### Instructions to follow
All of the entries should be restated word for word, but without their pictures.

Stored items
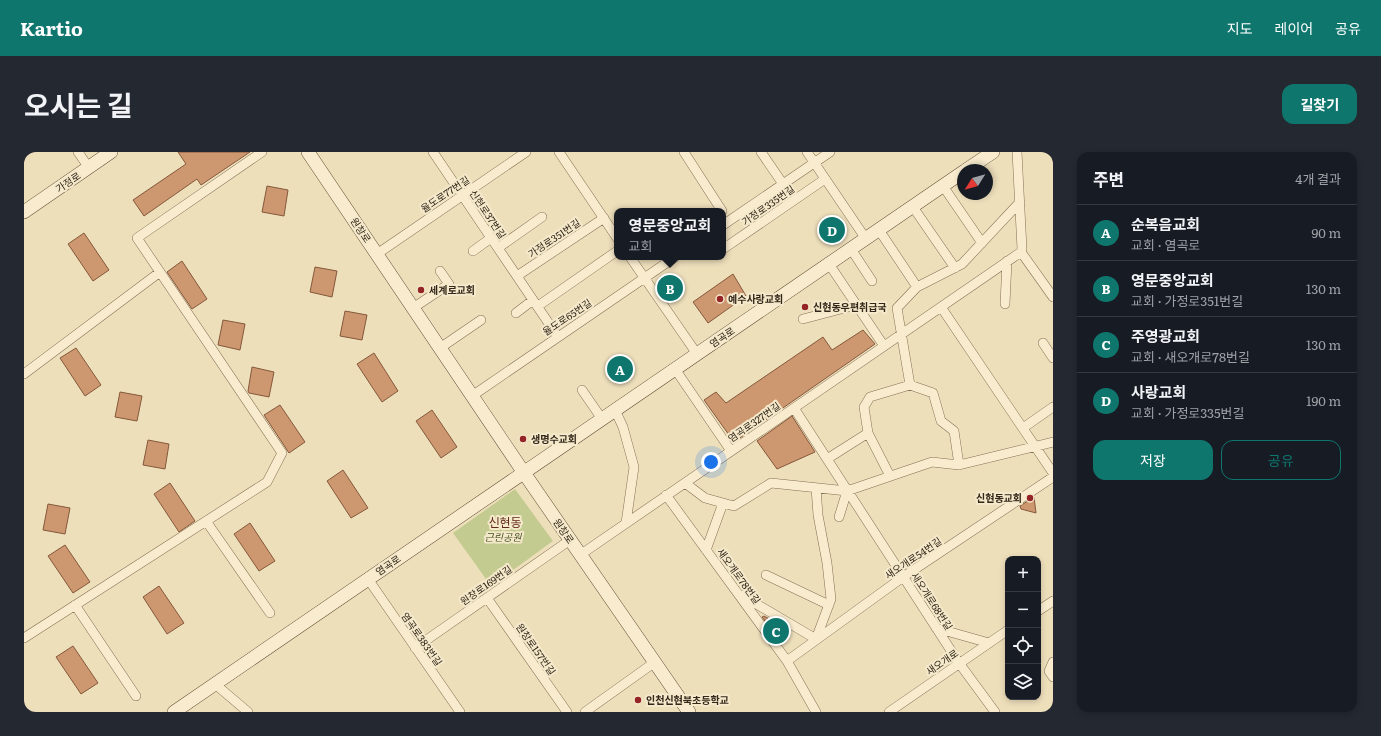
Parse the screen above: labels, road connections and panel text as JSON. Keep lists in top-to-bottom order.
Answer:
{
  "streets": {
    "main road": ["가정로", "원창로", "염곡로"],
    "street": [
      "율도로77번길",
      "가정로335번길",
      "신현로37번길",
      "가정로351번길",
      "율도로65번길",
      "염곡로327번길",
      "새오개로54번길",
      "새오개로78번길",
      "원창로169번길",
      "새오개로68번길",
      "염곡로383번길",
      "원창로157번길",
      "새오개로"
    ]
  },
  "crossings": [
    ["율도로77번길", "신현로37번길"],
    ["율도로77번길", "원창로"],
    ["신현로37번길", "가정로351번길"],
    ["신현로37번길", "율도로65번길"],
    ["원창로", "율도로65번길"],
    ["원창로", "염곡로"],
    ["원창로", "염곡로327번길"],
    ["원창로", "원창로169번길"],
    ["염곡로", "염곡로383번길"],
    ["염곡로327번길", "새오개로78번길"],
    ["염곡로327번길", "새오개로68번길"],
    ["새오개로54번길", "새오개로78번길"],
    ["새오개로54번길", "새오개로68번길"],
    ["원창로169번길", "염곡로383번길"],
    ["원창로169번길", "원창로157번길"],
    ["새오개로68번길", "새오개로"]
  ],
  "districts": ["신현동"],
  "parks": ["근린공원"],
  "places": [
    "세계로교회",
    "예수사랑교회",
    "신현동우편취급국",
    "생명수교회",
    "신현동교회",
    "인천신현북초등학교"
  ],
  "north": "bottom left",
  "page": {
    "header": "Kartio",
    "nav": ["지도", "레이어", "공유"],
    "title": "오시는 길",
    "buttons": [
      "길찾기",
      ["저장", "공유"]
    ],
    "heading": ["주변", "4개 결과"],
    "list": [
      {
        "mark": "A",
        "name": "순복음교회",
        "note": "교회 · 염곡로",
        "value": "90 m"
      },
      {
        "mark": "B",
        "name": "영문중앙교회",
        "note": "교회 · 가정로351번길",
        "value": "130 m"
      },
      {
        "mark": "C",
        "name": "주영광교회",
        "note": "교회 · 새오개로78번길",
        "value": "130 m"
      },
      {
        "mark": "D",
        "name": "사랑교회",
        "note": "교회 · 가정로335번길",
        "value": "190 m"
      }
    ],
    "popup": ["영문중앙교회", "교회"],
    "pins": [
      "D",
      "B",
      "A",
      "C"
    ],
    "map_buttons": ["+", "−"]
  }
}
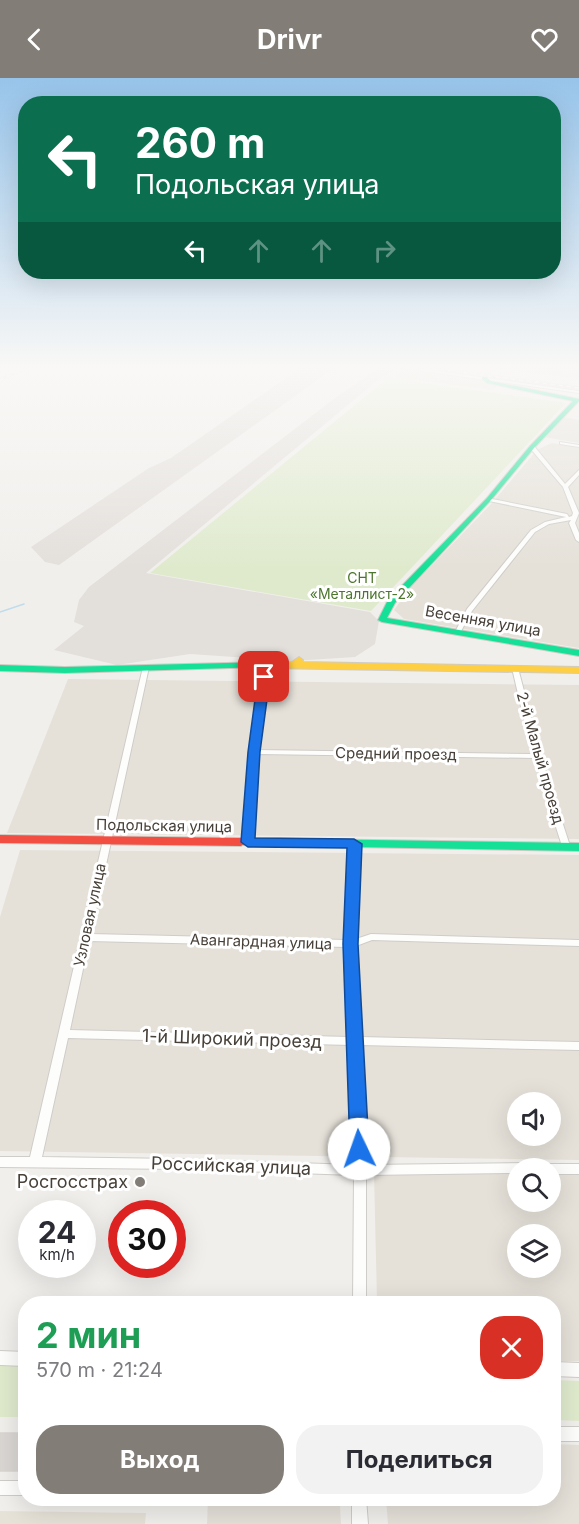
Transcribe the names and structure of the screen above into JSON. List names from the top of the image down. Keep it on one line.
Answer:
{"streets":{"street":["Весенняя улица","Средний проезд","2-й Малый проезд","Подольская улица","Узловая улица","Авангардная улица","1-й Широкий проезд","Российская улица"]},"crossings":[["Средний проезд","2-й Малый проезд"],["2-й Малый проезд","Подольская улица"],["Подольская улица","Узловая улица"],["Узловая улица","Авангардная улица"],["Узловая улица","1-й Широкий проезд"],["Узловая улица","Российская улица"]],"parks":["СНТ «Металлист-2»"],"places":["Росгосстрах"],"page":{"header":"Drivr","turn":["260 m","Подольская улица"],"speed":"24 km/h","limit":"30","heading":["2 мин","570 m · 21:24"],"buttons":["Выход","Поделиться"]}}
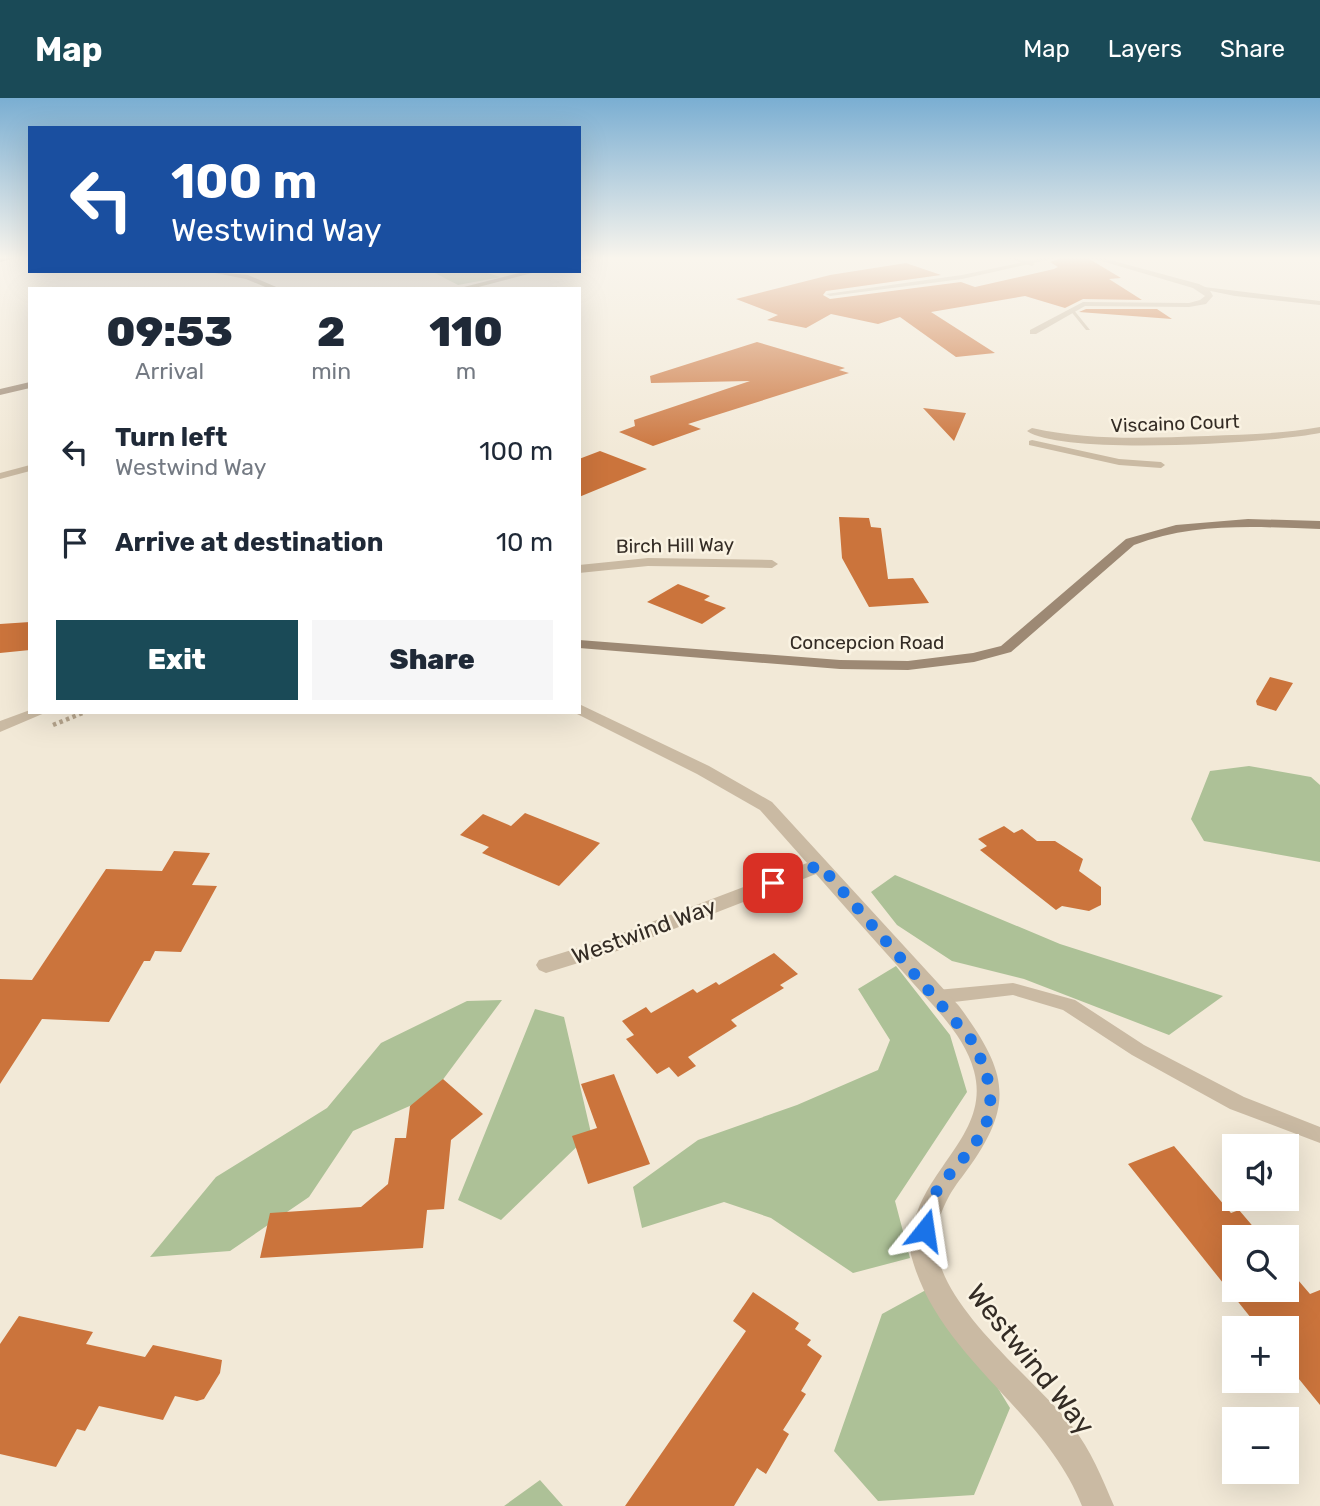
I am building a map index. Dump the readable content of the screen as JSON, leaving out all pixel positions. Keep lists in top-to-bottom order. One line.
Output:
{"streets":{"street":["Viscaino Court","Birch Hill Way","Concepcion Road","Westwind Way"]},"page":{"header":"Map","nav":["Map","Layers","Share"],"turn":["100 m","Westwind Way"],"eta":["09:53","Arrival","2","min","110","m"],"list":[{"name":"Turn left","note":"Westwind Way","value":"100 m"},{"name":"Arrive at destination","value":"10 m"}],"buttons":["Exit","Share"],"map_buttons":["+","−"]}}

### Answer space
Parse the screen above: labels, road connections and panel text as JSON. Keep lists in top-to-bottom order.
Answer:
{
  "streets": {
    "main road": ["가정로", "원창로", "염곡로"],
    "street": [
      "율도로77번길",
      "가정로335번길",
      "신현로37번길",
      "가정로351번길",
      "율도로65번길",
      "염곡로327번길",
      "새오개로54번길",
      "새오개로78번길",
      "원창로169번길",
      "새오개로68번길",
      "염곡로383번길",
      "원창로157번길",
      "새오개로"
    ]
  },
  "crossings": [
    ["율도로77번길", "신현로37번길"],
    ["율도로77번길", "원창로"],
    ["신현로37번길", "가정로351번길"],
    ["신현로37번길", "율도로65번길"],
    ["원창로", "율도로65번길"],
    ["원창로", "염곡로"],
    ["원창로", "염곡로327번길"],
    ["원창로", "원창로169번길"],
    ["염곡로", "염곡로383번길"],
    ["염곡로327번길", "새오개로78번길"],
    ["염곡로327번길", "새오개로68번길"],
    ["새오개로54번길", "새오개로78번길"],
    ["새오개로54번길", "새오개로68번길"],
    ["원창로169번길", "염곡로383번길"],
    ["원창로169번길", "원창로157번길"],
    ["새오개로68번길", "새오개로"]
  ],
  "districts": ["신현동"],
  "parks": ["근린공원"],
  "places": [
    "세계로교회",
    "예수사랑교회",
    "신현동우편취급국",
    "생명수교회",
    "신현동교회",
    "인천신현북초등학교"
  ],
  "north": "bottom left",
  "page": {
    "header": "Kartio",
    "nav": ["지도", "레이어", "공유"],
    "title": "오시는 길",
    "buttons": [
      "길찾기",
      ["저장", "공유"]
    ],
    "heading": ["주변", "4개 결과"],
    "list": [
      {
        "mark": "A",
        "name": "순복음교회",
        "note": "교회 · 염곡로",
        "value": "90 m"
      },
      {
        "mark": "B",
        "name": "영문중앙교회",
        "note": "교회 · 가정로351번길",
        "value": "130 m"
      },
      {
        "mark": "C",
        "name": "주영광교회",
        "note": "교회 · 새오개로78번길",
        "value": "130 m"
      },
      {
        "mark": "D",
        "name": "사랑교회",
        "note": "교회 · 가정로335번길",
        "value": "190 m"
      }
    ],
    "popup": ["영문중앙교회", "교회"],
    "pins": [
      "D",
      "B",
      "A",
      "C"
    ],
    "map_buttons": ["+", "−"]
  }
}
Transcribe the names and structure of the screen above into JSON. List names from the top of the image down. Keep it on one line.
Answer:
{"streets":{"street":["Весенняя улица","Средний проезд","2-й Малый проезд","Подольская улица","Узловая улица","Авангардная улица","1-й Широкий проезд","Российская улица"]},"crossings":[["Средний проезд","2-й Малый проезд"],["2-й Малый проезд","Подольская улица"],["Подольская улица","Узловая улица"],["Узловая улица","Авангардная улица"],["Узловая улица","1-й Широкий проезд"],["Узловая улица","Российская улица"]],"parks":["СНТ «Металлист-2»"],"places":["Росгосстрах"],"page":{"header":"Drivr","turn":["260 m","Подольская улица"],"speed":"24 km/h","limit":"30","heading":["2 мин","570 m · 21:24"],"buttons":["Выход","Поделиться"]}}
I am building a map index. Dump the readable content of the screen as JSON, leaving out all pixel positions. Keep lists in top-to-bottom order. One line.
Output:
{"streets":{"street":["Viscaino Court","Birch Hill Way","Concepcion Road","Westwind Way"]},"page":{"header":"Map","nav":["Map","Layers","Share"],"turn":["100 m","Westwind Way"],"eta":["09:53","Arrival","2","min","110","m"],"list":[{"name":"Turn left","note":"Westwind Way","value":"100 m"},{"name":"Arrive at destination","value":"10 m"}],"buttons":["Exit","Share"],"map_buttons":["+","−"]}}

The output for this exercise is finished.